#### What to produce
Print the records below exactly, starting at the first line and stopping after the line that contains "Instruction: What data". Leave out any pictures.

(Stored items from a collection)
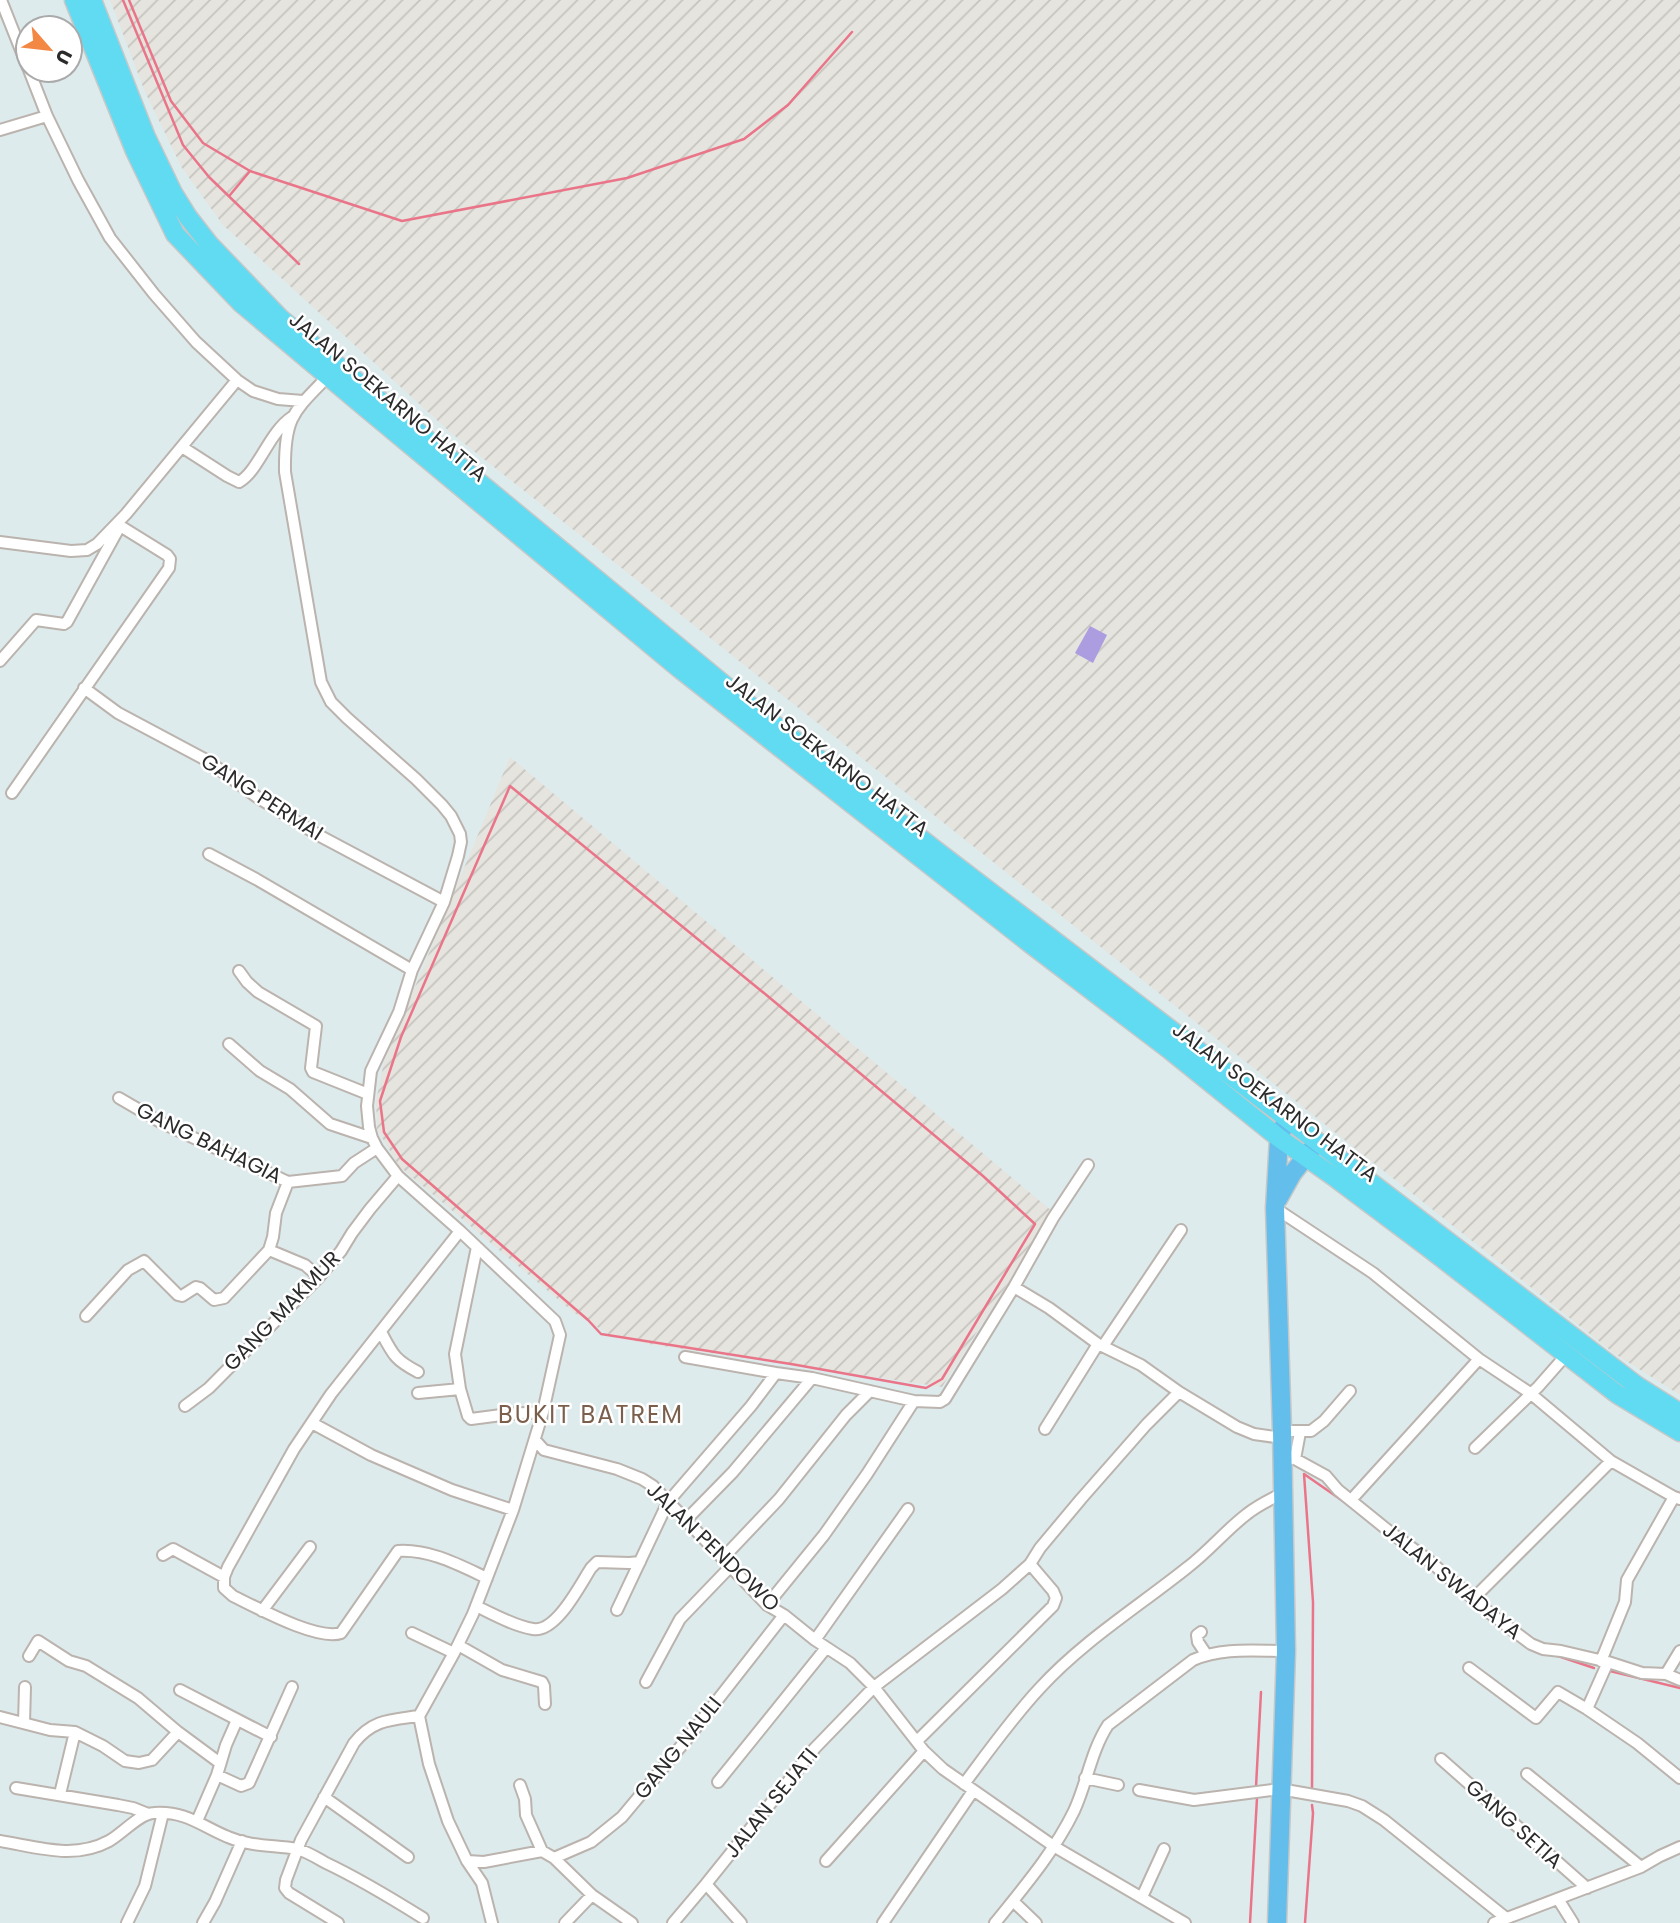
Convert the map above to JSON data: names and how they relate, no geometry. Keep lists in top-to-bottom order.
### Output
{
  "streets": {
    "highway": ["JALAN SOEKARNO HATTA"],
    "street": [
      "GANG PERMAI",
      "GANG BAHAGIA",
      "GANG MAKMUR",
      "JALAN PENDOWO",
      "JALAN SWADAYA",
      "GANG NAULI",
      "JALAN SEJATI",
      "GANG SETIA"
    ]
  },
  "crossings": [
    ["JALAN PENDOWO", "GANG NAULI"],
    ["JALAN PENDOWO", "JALAN SEJATI"]
  ],
  "districts": ["BUKIT BATREM"],
  "north": "bottom right"
}
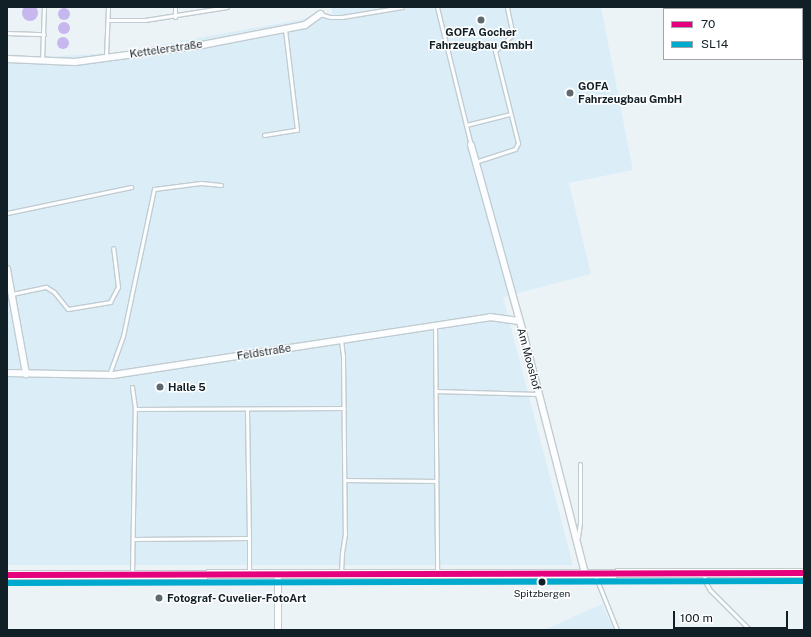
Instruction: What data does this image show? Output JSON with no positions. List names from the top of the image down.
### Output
{
  "streets": {
    "street": ["Kettelerstraße", "Feldstraße", "Am Mooshof"]
  },
  "crossings": [
    ["Feldstraße", "Am Mooshof"]
  ],
  "places": [
    "GOFA Gocher Fahrzeugbau GmbH",
    "GOFA Fahrzeugbau GmbH",
    "Halle 5",
    "Spitzbergen",
    "Fotograf- Cuvelier-FotoArt"
  ],
  "lines": ["transit line 70", "transit line SL14"],
  "legend": ["70", "SL14"],
  "scale_bar": "100 m"
}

#### Expected answer
Convert the map above to JSON data: names and how they relate, no geometry. Keep lists in top-to-bottom order.
### Output
{
  "streets": {
    "highway": ["JALAN SOEKARNO HATTA"],
    "street": [
      "GANG PERMAI",
      "GANG BAHAGIA",
      "GANG MAKMUR",
      "JALAN PENDOWO",
      "JALAN SWADAYA",
      "GANG NAULI",
      "JALAN SEJATI",
      "GANG SETIA"
    ]
  },
  "crossings": [
    ["JALAN PENDOWO", "GANG NAULI"],
    ["JALAN PENDOWO", "JALAN SEJATI"]
  ],
  "districts": ["BUKIT BATREM"],
  "north": "bottom right"
}
Instruction: What data does this image show? Output JSON with no positions. List names from the top of the image down.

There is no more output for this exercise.